To do >> Could you tally the lines of the entries that carry the string "aside"? Reply with the number and nothing more.

(Collected data)
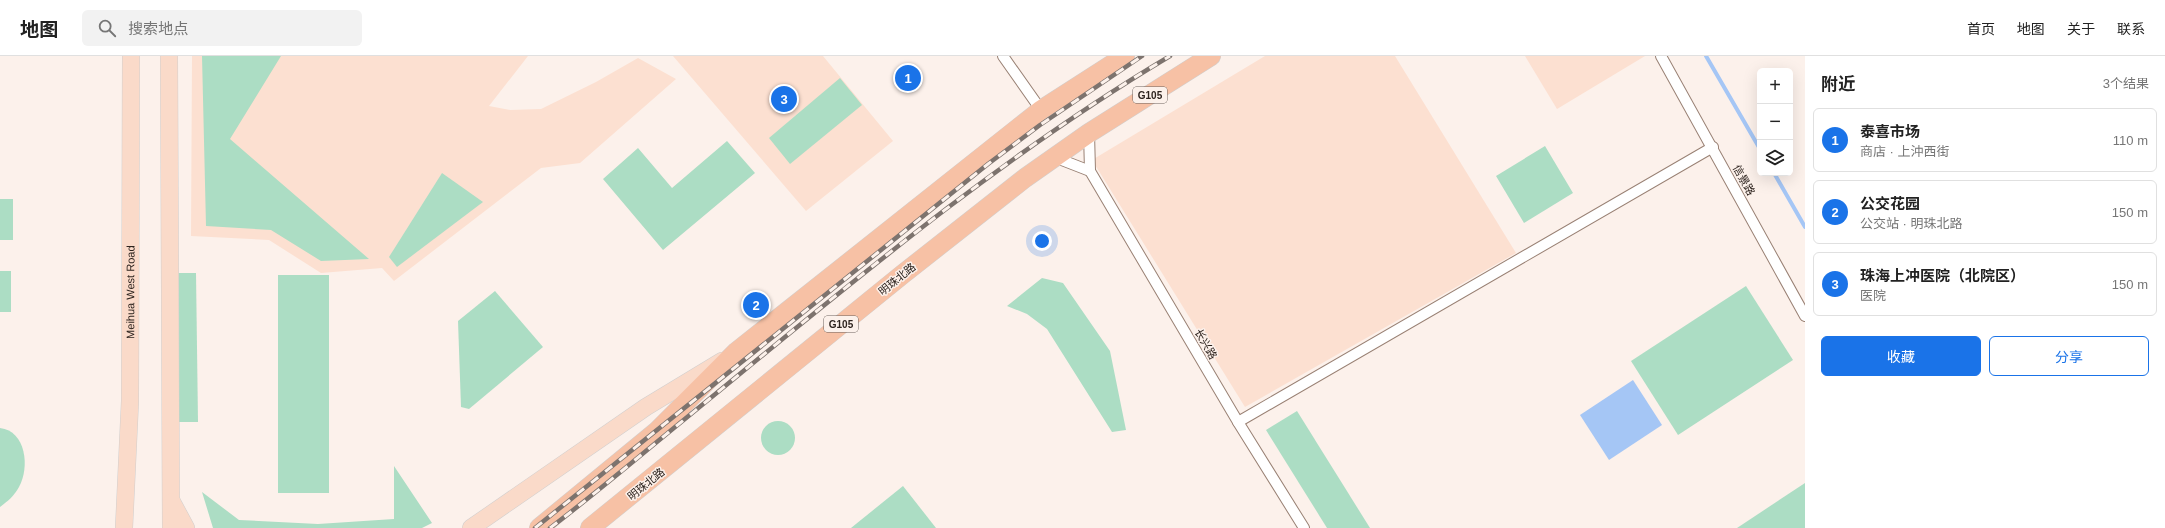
<!DOCTYPE html>
<html lang="zh">
<head>
<meta charset="utf-8">
<style>
  body { margin:0; font-family:Helvetica,"Noto Sans SC",sans-serif; background:#f2f2f2; color:#222 }
  .controls { position:absolute; right:12px; top:12px; display:grid; overflow:hidden; border-radius:6px; box-shadow:0 4px 16px #0002 }
  .controls button { width:36px; height:36px; display:grid; place-items:center; padding:0; border:0; border-bottom:1px solid #e0e0e0; background:#fff; color:#222; font:20px sans-serif }
  .you { position:absolute; left:1042px; top:185px; width:14px; height:14px; margin:-10px; border:3px solid #fff; border-radius:50%; background:#1a73e8; box-shadow:0 0 0 6px #1a73e833 }
  .badge { display:grid; place-items:center; width:26px; height:26px; border-radius:50%; background:#1a73e8; color:#fff; font-size:13px; font-weight:700 }
  .pin { position:absolute; translate:-50% -50%; border:2px solid #fff; box-shadow:0 1px 4px #0006 }
  .list { margin:0; padding:0; list-style:none }
  h2 { display:flex; justify-content:space-between; align-items:center; height:52px; margin:0; padding:0 16px; font-size:17px }
  h2 small { font-size:13px; font-weight:400; color:#767676 }
  .list li { display:grid; grid-template-columns:26px 1fr auto; gap:12px; align-items:center; box-sizing:border-box; height:64px; margin:0 8px 8px; padding:0 8px; border:1px solid #e0e0e0; border-radius:6px }
  .list b { display:block; font-size:15px; white-space:nowrap }
  .list p { margin:0; font-size:13px; white-space:nowrap; color:#767676 }
  .list em { font-size:13px; font-style:normal; color:#767676 }
  .actions { display:flex; gap:8px; padding:12px 16px }
  .actions a { flex:1; padding:9px 0; border:1px solid #1a73e8; border-radius:6px; text-align:center; font-size:14px; color:#1a73e8 }
  .actions .main { background:#1a73e8; color:#fff }
  .icon { flex:none; width:22px; height:22px; fill:none; stroke:currentColor; stroke-width:2; stroke-linecap:round; stroke-linejoin:round }
  .map { position:relative; flex:none; width:1805px; height:472px; overflow:hidden }
  header { display:flex; align-items:center; gap:24px; box-sizing:border-box; height:56px; padding:0 20px; background:#fff; border-bottom:1px solid #e0e0e0 }
  header strong { font-size:19px }
  nav { display:flex; gap:22px; margin-inline-start:auto; font-size:14px }
  .search { width:280px; height:36px; background:#f2f2f2; display:flex; align-items:center; gap:10px; box-sizing:border-box; padding:0 14px; border-radius:6px; color:#767676; font-size:15px }
  main { display:flex }
  aside { flex:1; background:#fff }
  .map>svg:first-child { display:block }
  .built { fill:#fce0d1 }
  .green { fill:#acddc4 }
  .water { fill:#a5c6f5 }
  .lines { fill:none; stroke-linecap:round; stroke-linejoin:round }
  .stream { stroke:#a5c6f5; stroke-width:4 }
  .street-casing { stroke:#998174; stroke-width:12 }
  .primary-casing { stroke:#d1cfce; stroke-width:18 }
  .highway-casing { stroke:#d1cfce; stroke-width:20 }
  .street { stroke:#fff; stroke-width:10 }
  .primary { stroke:#fadac9; stroke-width:17 }
  .highway { stroke:#f7c1a5; stroke-width:19 }
  .rail-casing { stroke:#7d736e; stroke-width:4.5 }
  .rail { stroke:#fcf1eb; stroke-width:3; stroke-dasharray:9; stroke-linecap:butt }
  .labels { text-anchor:middle; stroke-width:3; stroke-linejoin:round; paint-order:stroke }
  .shield { fill:#fcf1eb; stroke:#6b615c; stroke-width:1 }
  .shield-label { font-size:10px; font-weight:bold; fill:#2d231e }
  .street-label { font-size:11px; fill:#2d231e; stroke:#fcf1eb }
</style>
</head>
<body>
<header>
<strong>地图</strong>
<div class="search"><svg class="icon" aria-label="search" viewBox="0 0 24 24"><circle cx="10" cy="10" r="6"/><path d="M15 15l6 6"/></svg>搜索地点</div>
<nav><a>首页</a><a>地图</a><a>关于</a><a>联系</a></nav>
</header>
<main>
<div class="map">
<svg width="1805" height="472" viewBox="0 0 1805 472">
  <rect width="100%" height="100%" fill="#fcf1eb"/>
  <g class="built">
    <path d="M 192,0 L 528,0 L 489,50 L 510,54 L 541,53 L 596,26 L 638,2 L 676,23 L 580,107 L 541,112 L 394,225 L 382,212 L 321,217 L 269,184 L 191,180 Z"/>
    <path d="M 673,0 L 823,0 L 893,85 L 806,155 Z"/>
    <path d="M 1265,0 L 1395,0 L 1516,197 L 1245,351 L 1092,104 Z"/>
    <path d="M 1525,0 L 1645,0 L 1557,53 Z"/>
  </g>
  <g class="green">
    <path d="M 202,0 L 281,0 L 230,83 L 369,203 L 321,205 L 271,174 L 206,170 Z"/>
    <path d="M 840,22 L 862,49 L 790,108 L 769,82 Z"/>
    <path d="M 727,85 L 755,117 L 663,194 L 603,123 L 638,92 L 672,132 Z"/>
    <path d="M 1545,90 L 1573,137 L 1524,167 L 1496,120 Z"/>
    <path d="M 442,117 L 483,146 L 397,211 L 389,201 Z"/>
    <rect x="0" y="143" width="13" height="41"/>
    <rect x="0" y="215" width="11" height="41"/>
    <path d="M 177,217 L 196,217 L 198,366 L 179,366 Z"/>
    <rect x="278" y="219" width="51" height="218"/>
    <path d="M 1042,222 L 1063,227 L 1110,295 L 1126,374 L 1112,376 L 1047,273 L 1027,258 L 1007,250 Z"/>
    <path d="M 1746,230 L 1793,304 L 1678,379 L 1631,305 Z"/>
    <path d="M 495,235 L 543,291 L 469,353 L 461,351 L 458,265 Z"/>
    <path d="M 1297,355 L 1370,472 L 1327,472 L 1266,374 Z"/>
    <circle cx="778" cy="382" r="17"/>
    <path d="M 0,372 C 26,375 30,411 19,431 C 14,440 8,445 0,451 Z"/>
    <path d="M 394,410 L 432,467 L 422,472 L 213,472 L 202,436 L 239,464 L 318,468 L 394,463 Z"/>
    <path d="M 1805,427 L 1805,472 L 1737,472 Z"/>
    <path d="M 903,430 L 936,472 L 851,472 Z"/>
  </g>
  <path class="water" d="M 1633,324 L 1662,369 L 1609,404 L 1580,359 Z"/>
  <g class="lines">
    <g class="stream">
      <path d="M 1706,0 L 1760,93"/>
      <path d="M 1774,117 L 1805,171"/>
    </g>
    <g class="street-casing">
      <g id="street">
        <path d="M 1003,0 L 1041,54"/>
        <path d="M 1661,0 L 1805,260"/>
        <path d="M 1089,77 L 1090,115 L 1238,366 L 1304,472"/>
        <path d="M 1054,101 L 1090,115"/>
        <path d="M 1238,366 L 1713,91"/>
      </g>
    </g>
    <g class="primary-casing">
      <g id="primary">
        <path d="M 169,0 L 171,472"/>
        <path d="M 172,446 L 186,472"/>
        <path id="s1" d="M 124,472 L 130,345 L 131,0"/>
        <path d="M 471,472 L 646,351 L 722,305"/>
      </g>
    </g>
    <g class="highway-casing">
      <g id="highway">
        <path d="M 539,472 L 657,375 L 736,296 L 1041,54 L 1125,0"/>
        <path d="M 590,472 L 903,218 L 1025,122 L 1089,77 L 1211,0"/>
      </g>
    </g>
    <use href="#street" class="street"/>
    <use href="#primary" class="primary"/>
    <use href="#highway" class="highway"/>
    <g class="rail-casing">
      <g id="rail">
        <path d="M 535,472 L 988,108 L 1040,69 L 1142,0"/>
        <path d="M 550,472 C 591,441 630,408 669,376 C 831,244 990,107 1170,0"/>
      </g>
    </g>
    <use href="#rail" class="rail"/>
  </g>
  <g class="labels">
    <g class="shield">
      <rect x="1133" y="31" width="34" height="16" rx="3"/>
      <rect x="824" y="260" width="34" height="16" rx="3"/>
    </g>
    <g class="shield-label">
      <text x="1150" y="43">G105</text>
      <text x="841" y="272">G105</text>
    </g>
    <g class="street-label">
      <text transform="translate(1744 124) rotate(61)" y="4">信景路</text>
      <text transform="translate(897 223) rotate(-39)" y="4">明珠北路</text>
      <text dy="4" stroke="none"><textPath href="#s1" startOffset="236">Meihua West Road</textPath></text>
      <text transform="translate(1206 288) rotate(60)" y="4">长兴路</text>
      <text transform="translate(646 428) rotate(-39)" y="4">明珠北路</text>
    </g>
  </g>
</svg>
<div class="controls">
<button>+</button>
<button>−</button>
<button><svg class="icon" aria-label="layers" viewBox="0 0 24 24"><path d="M12 4l9 5-9 5-9-5zM3 14l9 5 9-5"/></svg></button>
</div>
<div class="you"></div>
<div class="pin badge" style="left:908px;top:22px">1</div>
<div class="pin badge" style="left:756px;top:249px">2</div>
<div class="pin badge" style="left:784px;top:43px">3</div>
</div>
<aside>
<h2>附近<small>3个结果</small></h2>
<ul class="list">
<li><span class="badge">1</span><div><b>泰喜市场</b><p>商店 · 上沖西街</p></div><em>110 m</em></li>
<li><span class="badge">2</span><div><b>公交花园</b><p>公交站 · 明珠北路</p></div><em>150 m</em></li>
<li><span class="badge">3</span><div><b>珠海上冲医院（北院区）</b><p>医院</p></div><em>150 m</em></li>
</ul>
<div class="actions"><a class="main">收藏</a><a>分享</a></div>
</aside>
</main>
</body>
</html>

Reply >> 3